Erfüllen mehrere Personen --wie hier der Kläger und die Beigeladene-- die
Anspruchsvoraussetzungen für das Kindergeld, so wird dieses gemäß § 64 Abs. 2
Satz 1 EStG an die Person gezahlt, die das Kind in ihren Haushalt aufgenommen
hat. Haushaltsaufnahme i.S. dieser Vorschrift bedeutet die Aufnahme in die
Familiengemeinschaft mit einem dort begründeten Betreuungs- und
Erziehungsverhältnis familienhafter Art. Neben dem örtlich gebundenen
Zusammenleben müssen Voraussetzungen materieller Art (Versorgung,
Unterhaltsgewährung) und immaterieller Art (Fürsorge, Betreuung) erfüllt sein
(vgl. Senatsbeschluss vom 19. Oktober 2000 VI B 68/99, BFH/NV 2001, 441).

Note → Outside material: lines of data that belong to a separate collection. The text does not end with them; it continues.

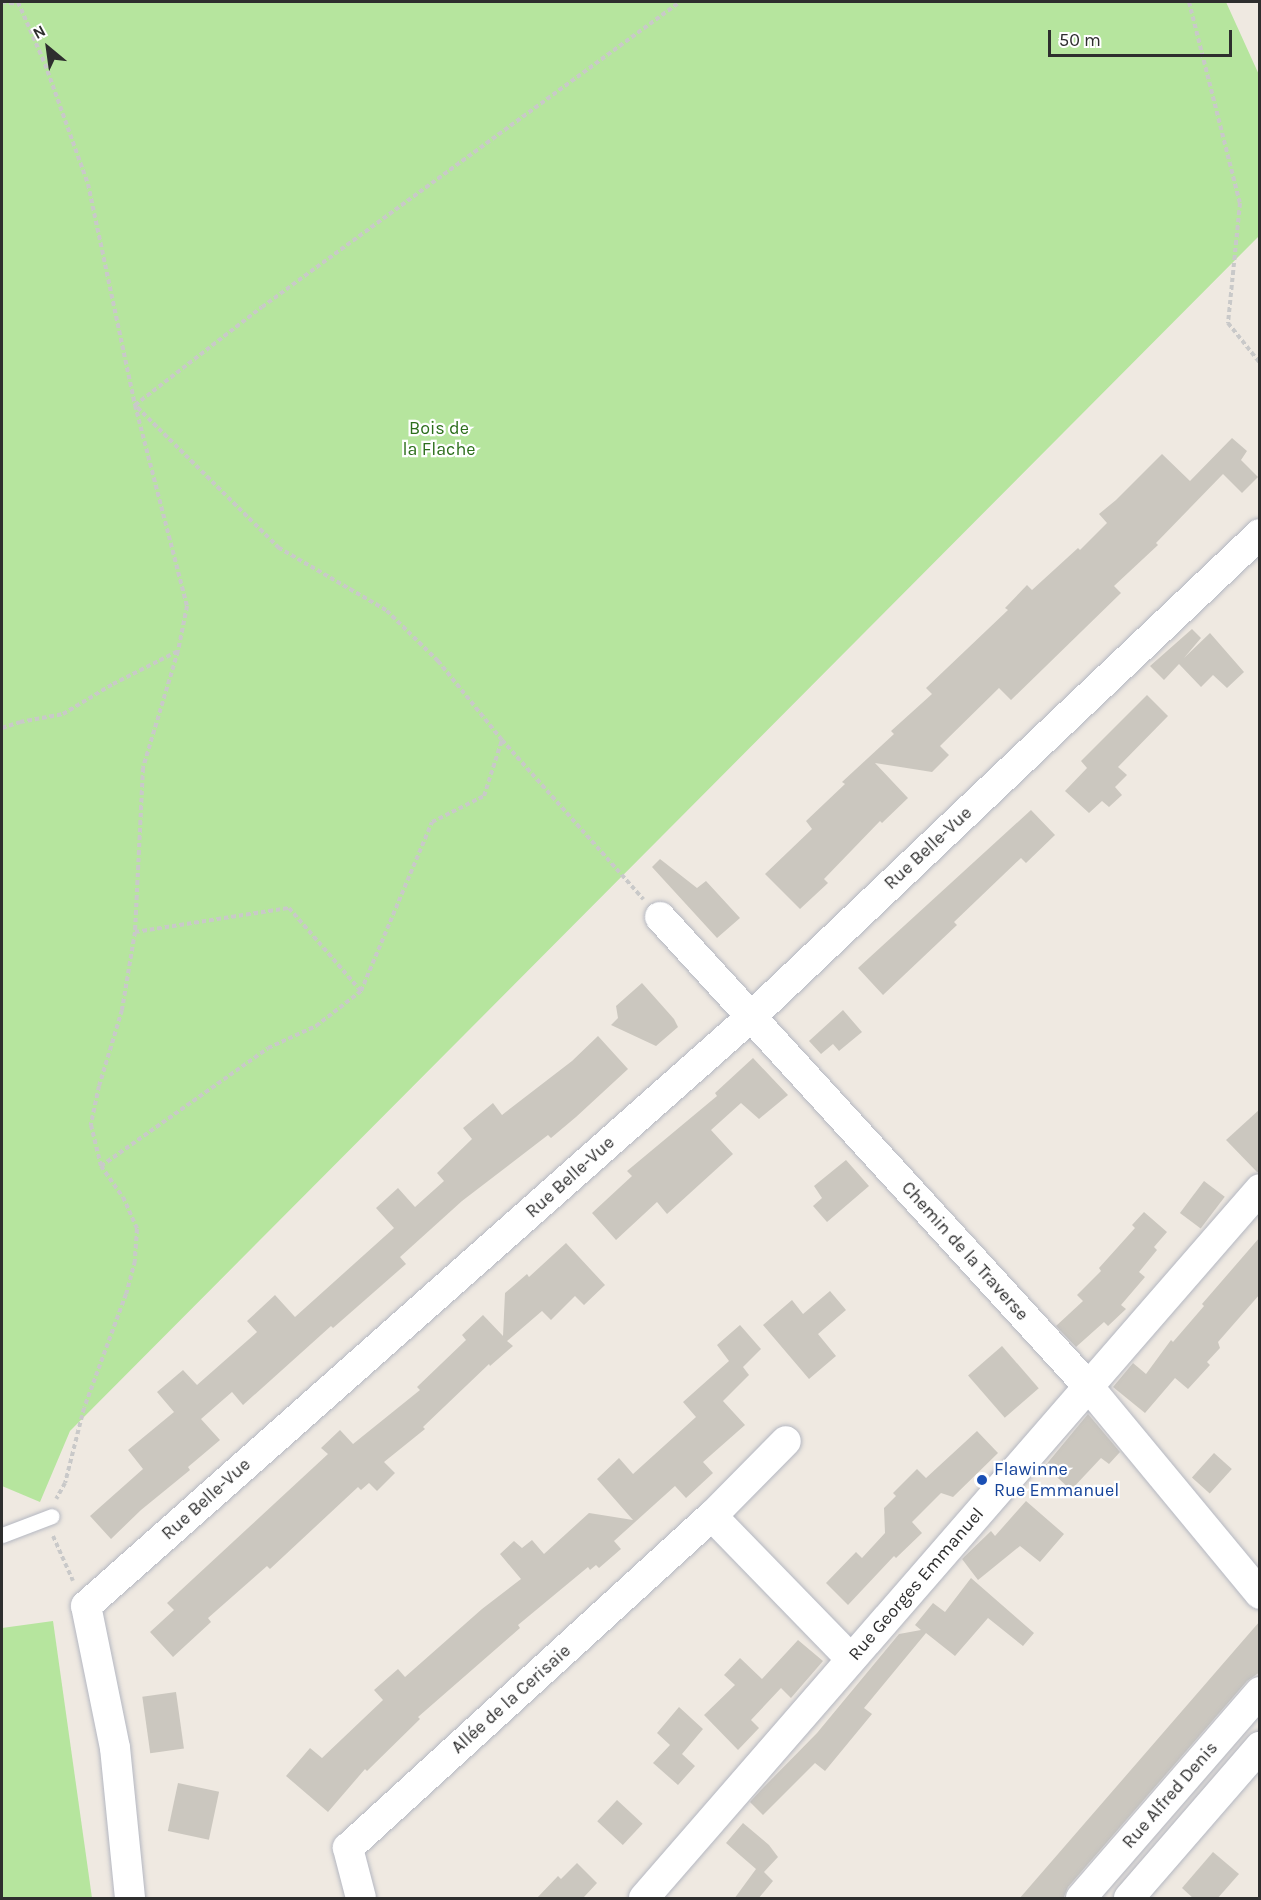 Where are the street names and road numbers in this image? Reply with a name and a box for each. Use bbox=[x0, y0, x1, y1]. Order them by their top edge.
street label: Rue Belle-Vue bbox=[880, 802, 976, 894]
street label: Rue Belle-Vue bbox=[521, 1132, 619, 1222]
street label: Chemin de la Traverse bbox=[897, 1177, 1033, 1325]
street label: Rue Belle-Vue bbox=[157, 1454, 255, 1544]
street label: Rue Georges Emmanuel bbox=[844, 1503, 988, 1665]
street label: Allée de la Cerisaie bbox=[447, 1640, 575, 1758]
street label: Rue Alfred Denis bbox=[1118, 1737, 1222, 1853]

Danach
gehört ein Kind dann zum Haushalt eines Elternteils, wenn es dort wohnt,
versorgt und betreut wird, so dass es sich in der Obhut dieses Elternteils
befindet. Formale Gesichtspunkte, z.B. die Sorgerechtsregelung oder die
Eintragung in ein Melderegister, können bei der Beurteilung, in welchen Haushalt
das Kind aufgenommen ist, allenfalls unterstützend herangezogen werden. Ein
Obhutverhältnis in dem geschilderten Sinne besteht allerdings dann nicht, wenn
sich das Kind nur für einen von vornherein begrenzten, kurzfristigen Zeitraum
bei einem Elternteil befindet, etwa zu Besuchszwecken oder in den Ferien.

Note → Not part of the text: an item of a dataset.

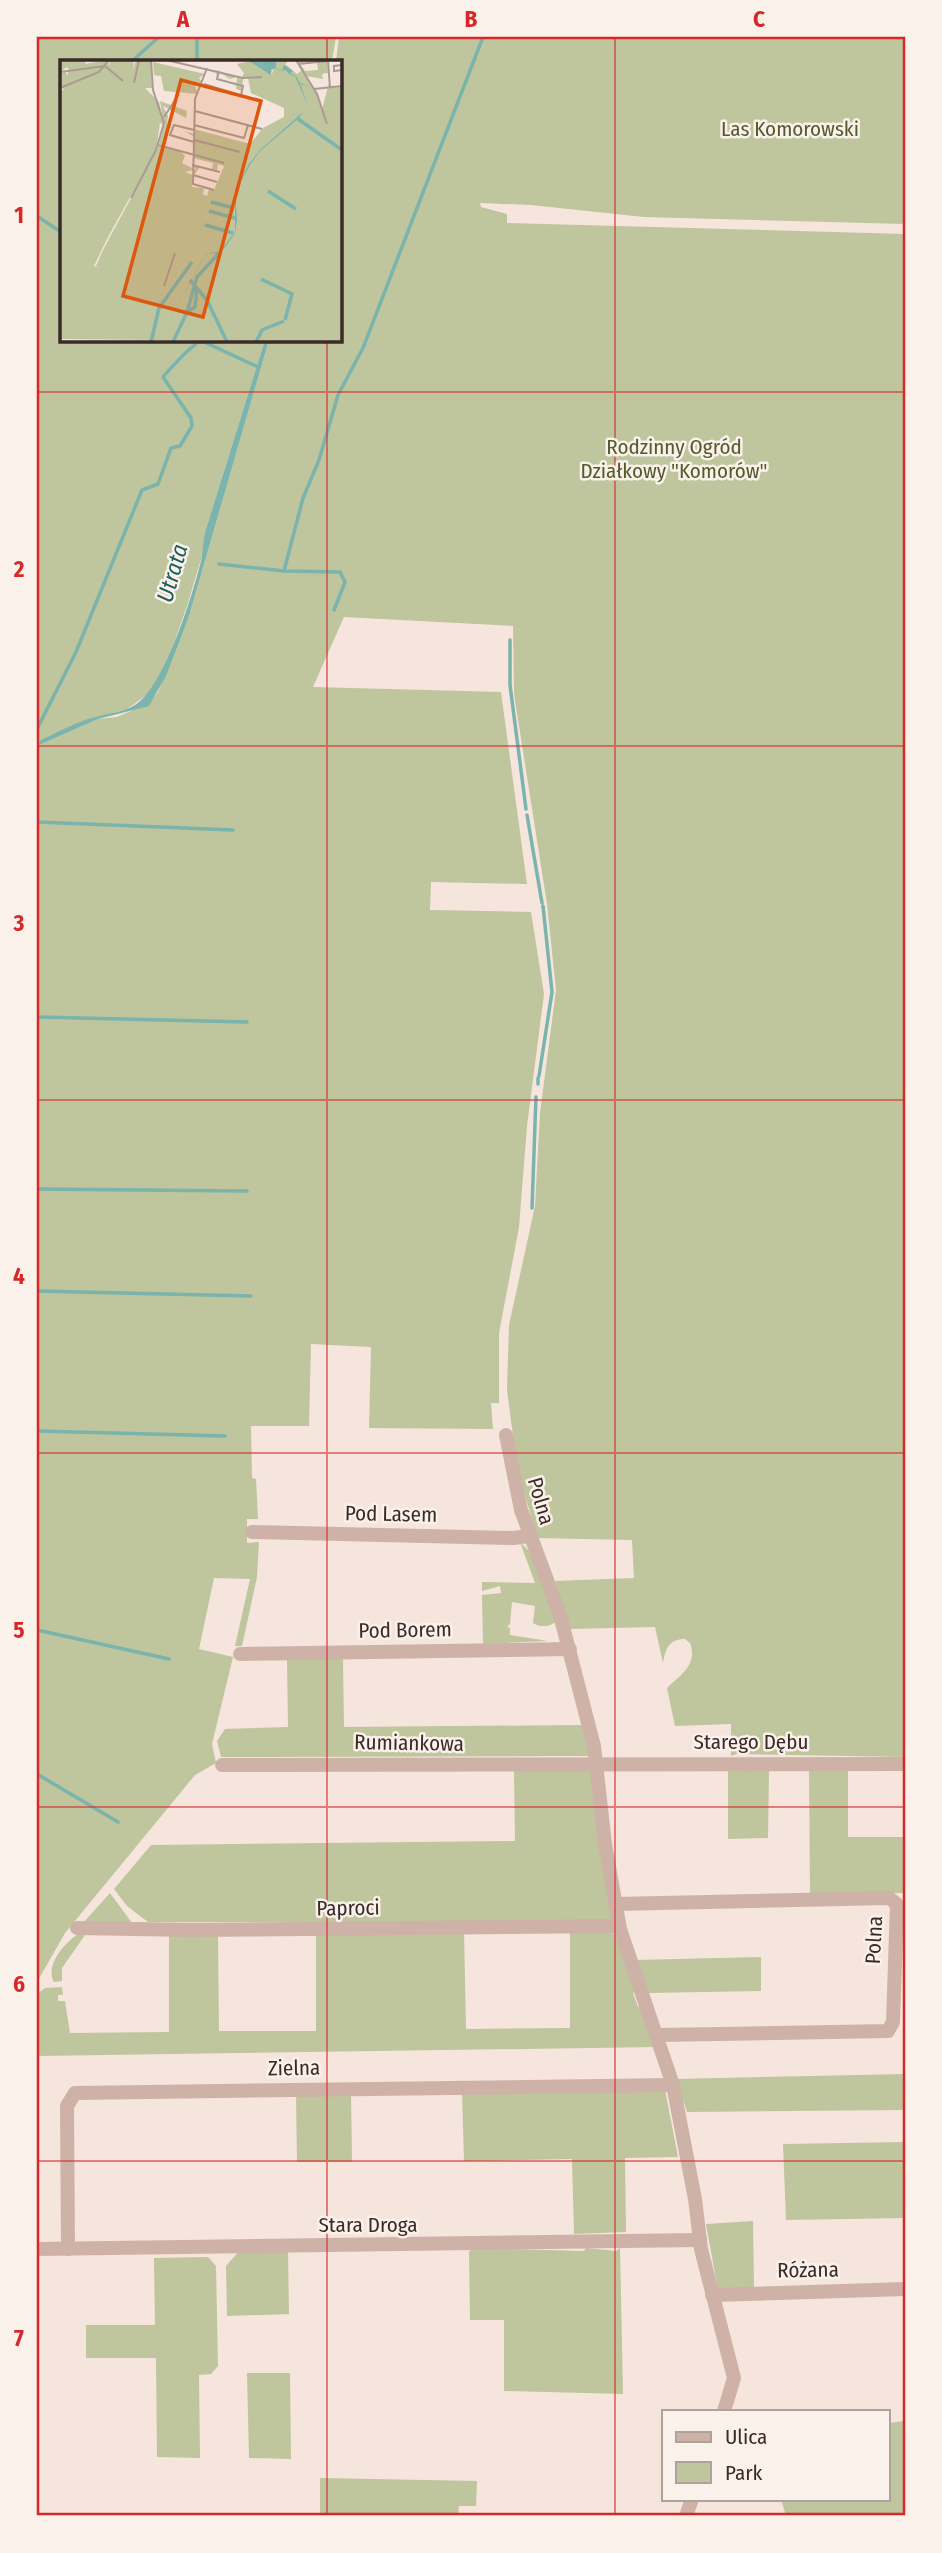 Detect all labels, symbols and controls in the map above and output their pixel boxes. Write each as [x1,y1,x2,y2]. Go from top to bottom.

Dagegen steht einer Aufnahme in den Haushalt des einen Elternteils nicht
entgegen, wenn die Aufnahme in diesen Haushalt zwar zunächst noch nicht
endgültig ist, aber für einen längeren Zeitraum gelten soll, so dass das
Obhutverhältnis zu dem abgebenden Elternteil jedenfalls zunächst beendet ist
(vgl. auch Senatsurteil vom 24. Oktober 2000 VI R 21/99, BFH/NV 2001, 444). In
einem solchen Fall wird das Kind nach dem Umzug von dem aufnehmenden Elternteil
betreut, versorgt und unterhalten, so dass ein neues Obhutverhältnis begründet
wird. Ob etwas anderes dann gilt, wenn das Kind dem abgebenden Elternteil
widerrechtlich entzogen wird, z.B. in Entführungsfällen, kann offen bleiben
(vgl. dazu den Senatsbeschluss vom 19. Mai 1999 VI B 22/99, BFHE 188, 403,
BFH/NV 1999, 1425, aber auch das Urteil in BFH/NV 2001, 444). Denn im Streitfall
war der Kläger letztlich mit dem Wechsel der Töchter zur Beigeladenen
einverstanden.
Bei Anwendung dieser Grundsätze auf den Streitfall kann die Vorentscheidung
keinen Bestand haben. Die Töchter des Klägers und der Beigeladenen lebten seit
Oktober bzw. November 1996 im Haushalt der Beigeladenen. Ihr Umzug war zwar noch
nicht endgültig, weil insbesondere eine Entscheidung des Familiengerichts über
die Übertragung des Sorgerechts noch ausstand. Die Töchter wohnten aber bei der
Beigeladenen und wurden von dieser versorgt und betreut, so dass mit dem Umzug
der Töchter ein neues Obhutverhältnis zwischen den Töchtern und der Beigeladenen
begründet wurde. Dem steht nicht entgegen, dass die persönlichen Sachen der
Töchter zunächst noch beim Kläger verblieben und dieser auch Wohnräume für die
Töchter vorhielt. Bei dem Wechsel in den Haushalt der Beigeladenen handelte es
sich auch nicht nur um einen von vornherein begrenzten, kurzfristigen Aufenthalt
bei der Beigeladenen. Die Töchter sollten jedenfalls drei Monate bei der
Beigeladenen bleiben, also für einen Zeitraum, der einen gewöhnlichen
Ferienaufenthalt überschreitet. Die Familienkasse ist deshalb zutreffend davon
ausgegangen, dass mit dem Wechsel der Töchter die Aufnahme in den Haushalt des
Klägers beendet war. Sie hat die Kindergeldfestsetzung gegenüber dem Kläger zu
Recht aufgehoben (§ 70 Abs. 2 EStG) und das überzahlte Kindergeld vom Kläger
zurückgefordert (§ 37 Abs. 2 der Abgabenordnung --AO 1977--).